For those adults still struggling with the memories of childhood bullying, you are not alone...
From Chapter 1 of Please Stop Laughing at Me... :
"What am I doing to myself? I'm not a teenager anymore. The people attending tonight's reunion are adults with children and jobs and grown-up lives. It's absurd to worry that they're going to gang up on me. I'm behaving like a neurotic twit. I've got to confront my fears. I'm not going to let memories of being bullied and picked on hold me hostage. I must get out of this car, walk across the parking lot, open those doors, and make an entrance. I must show everyone that I'm a sophisticated woman who doesn't even remember the events of high school, let alone allow herself to be affected by them.
When they see me, I bet their eyes will pop. No one expects me to attend. Or do they? Maybe they're curious to see what happened to the girl whose desperate pleas for acceptance kept them laughing semester after semester. Or worse, maybe they won't remember me at all.
A colleague at the University of Chicago had told me that the biggest problem with school bullying is mass denial. She explained that bullies don't realize the pain they're inflicting can cause lasting emotional and psychological scars.
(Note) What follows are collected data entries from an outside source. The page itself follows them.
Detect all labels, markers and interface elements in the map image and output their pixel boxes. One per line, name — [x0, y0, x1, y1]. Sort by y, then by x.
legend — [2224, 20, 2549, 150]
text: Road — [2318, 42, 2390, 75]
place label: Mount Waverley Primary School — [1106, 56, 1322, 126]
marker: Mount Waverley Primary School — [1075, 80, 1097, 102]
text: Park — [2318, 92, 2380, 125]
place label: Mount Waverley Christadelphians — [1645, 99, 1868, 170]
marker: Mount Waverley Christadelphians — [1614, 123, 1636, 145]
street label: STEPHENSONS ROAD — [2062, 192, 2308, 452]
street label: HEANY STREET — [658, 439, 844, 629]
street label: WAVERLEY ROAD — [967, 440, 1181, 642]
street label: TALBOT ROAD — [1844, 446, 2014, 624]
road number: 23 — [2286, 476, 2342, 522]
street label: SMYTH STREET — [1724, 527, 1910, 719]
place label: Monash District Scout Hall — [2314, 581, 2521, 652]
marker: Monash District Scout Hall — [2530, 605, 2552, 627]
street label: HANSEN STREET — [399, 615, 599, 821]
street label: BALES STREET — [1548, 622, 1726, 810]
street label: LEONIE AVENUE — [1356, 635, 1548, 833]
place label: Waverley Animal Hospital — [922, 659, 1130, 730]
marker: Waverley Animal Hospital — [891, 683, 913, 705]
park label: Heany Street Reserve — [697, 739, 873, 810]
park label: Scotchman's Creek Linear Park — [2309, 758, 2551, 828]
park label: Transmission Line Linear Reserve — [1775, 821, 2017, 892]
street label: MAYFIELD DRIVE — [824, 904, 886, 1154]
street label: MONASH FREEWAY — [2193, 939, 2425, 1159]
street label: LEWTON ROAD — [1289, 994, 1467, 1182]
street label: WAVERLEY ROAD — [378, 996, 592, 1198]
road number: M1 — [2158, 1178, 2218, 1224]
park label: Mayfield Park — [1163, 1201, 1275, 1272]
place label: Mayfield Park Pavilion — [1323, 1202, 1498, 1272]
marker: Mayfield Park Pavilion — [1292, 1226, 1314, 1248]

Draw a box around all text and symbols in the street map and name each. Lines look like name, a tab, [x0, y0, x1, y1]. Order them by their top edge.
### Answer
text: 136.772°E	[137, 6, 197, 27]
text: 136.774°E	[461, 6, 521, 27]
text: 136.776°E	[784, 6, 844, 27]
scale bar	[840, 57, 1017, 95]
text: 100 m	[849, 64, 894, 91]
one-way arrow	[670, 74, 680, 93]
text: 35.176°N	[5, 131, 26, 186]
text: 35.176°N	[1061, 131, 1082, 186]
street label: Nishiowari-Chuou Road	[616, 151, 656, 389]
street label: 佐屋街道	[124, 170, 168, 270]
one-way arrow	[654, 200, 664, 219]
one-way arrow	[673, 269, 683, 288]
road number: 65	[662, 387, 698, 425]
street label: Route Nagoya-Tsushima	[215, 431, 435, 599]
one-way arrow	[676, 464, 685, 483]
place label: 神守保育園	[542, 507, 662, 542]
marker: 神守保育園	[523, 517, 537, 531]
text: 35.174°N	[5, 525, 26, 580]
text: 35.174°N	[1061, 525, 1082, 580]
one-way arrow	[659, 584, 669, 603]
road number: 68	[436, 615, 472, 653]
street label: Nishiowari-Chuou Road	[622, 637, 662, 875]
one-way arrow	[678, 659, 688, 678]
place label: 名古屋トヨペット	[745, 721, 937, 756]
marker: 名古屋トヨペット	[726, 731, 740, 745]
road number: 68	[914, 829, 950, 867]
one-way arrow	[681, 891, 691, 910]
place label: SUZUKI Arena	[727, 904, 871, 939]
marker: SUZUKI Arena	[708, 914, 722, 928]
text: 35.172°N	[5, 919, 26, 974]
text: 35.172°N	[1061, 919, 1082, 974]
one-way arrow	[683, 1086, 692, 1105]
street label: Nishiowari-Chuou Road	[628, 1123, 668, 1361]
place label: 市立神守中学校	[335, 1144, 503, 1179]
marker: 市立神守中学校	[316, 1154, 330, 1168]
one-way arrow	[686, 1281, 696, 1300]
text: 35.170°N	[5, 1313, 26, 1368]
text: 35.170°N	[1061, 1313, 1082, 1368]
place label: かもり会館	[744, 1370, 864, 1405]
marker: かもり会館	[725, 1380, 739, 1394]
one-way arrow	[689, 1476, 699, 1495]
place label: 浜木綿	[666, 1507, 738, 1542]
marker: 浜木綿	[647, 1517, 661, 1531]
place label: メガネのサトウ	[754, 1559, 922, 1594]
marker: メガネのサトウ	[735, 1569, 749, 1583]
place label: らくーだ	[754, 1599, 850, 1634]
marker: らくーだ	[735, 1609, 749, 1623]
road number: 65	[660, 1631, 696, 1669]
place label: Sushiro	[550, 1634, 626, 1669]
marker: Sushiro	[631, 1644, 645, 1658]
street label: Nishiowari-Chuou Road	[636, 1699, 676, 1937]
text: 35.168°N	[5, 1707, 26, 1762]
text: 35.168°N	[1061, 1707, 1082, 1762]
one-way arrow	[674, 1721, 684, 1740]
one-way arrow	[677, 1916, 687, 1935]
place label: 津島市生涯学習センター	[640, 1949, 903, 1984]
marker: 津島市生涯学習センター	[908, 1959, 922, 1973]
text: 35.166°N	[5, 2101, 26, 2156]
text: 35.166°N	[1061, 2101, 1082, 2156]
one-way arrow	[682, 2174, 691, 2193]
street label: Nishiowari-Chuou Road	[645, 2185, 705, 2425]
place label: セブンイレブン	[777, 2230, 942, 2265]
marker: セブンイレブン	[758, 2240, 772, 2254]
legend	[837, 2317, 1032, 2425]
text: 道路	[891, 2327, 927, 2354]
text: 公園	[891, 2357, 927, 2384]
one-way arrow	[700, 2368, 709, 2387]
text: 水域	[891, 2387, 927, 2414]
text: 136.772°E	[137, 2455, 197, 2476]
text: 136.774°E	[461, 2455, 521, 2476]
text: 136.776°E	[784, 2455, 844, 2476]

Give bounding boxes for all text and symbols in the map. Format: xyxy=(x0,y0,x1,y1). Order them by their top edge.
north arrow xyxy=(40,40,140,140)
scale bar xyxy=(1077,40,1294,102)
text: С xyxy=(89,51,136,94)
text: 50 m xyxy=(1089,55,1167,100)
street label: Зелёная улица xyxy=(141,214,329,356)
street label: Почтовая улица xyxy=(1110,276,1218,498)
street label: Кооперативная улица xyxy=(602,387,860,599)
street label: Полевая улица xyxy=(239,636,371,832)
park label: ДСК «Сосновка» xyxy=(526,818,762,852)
Society says "kids will be kids." As a result, the bullies get off the hook, and later don't recall hurting anyone, because in their minds, they were just being normal. Then they hear about a high school shooting, and are as shocked as everyone else that one student would kill another. Kids who are popular may observe bullying but if it doesn't affect them, they don't pay any attention. Those who are truly aware are the people like me whose school years were hell--yet everything thinks we're exaggerating the severity of what happened to us.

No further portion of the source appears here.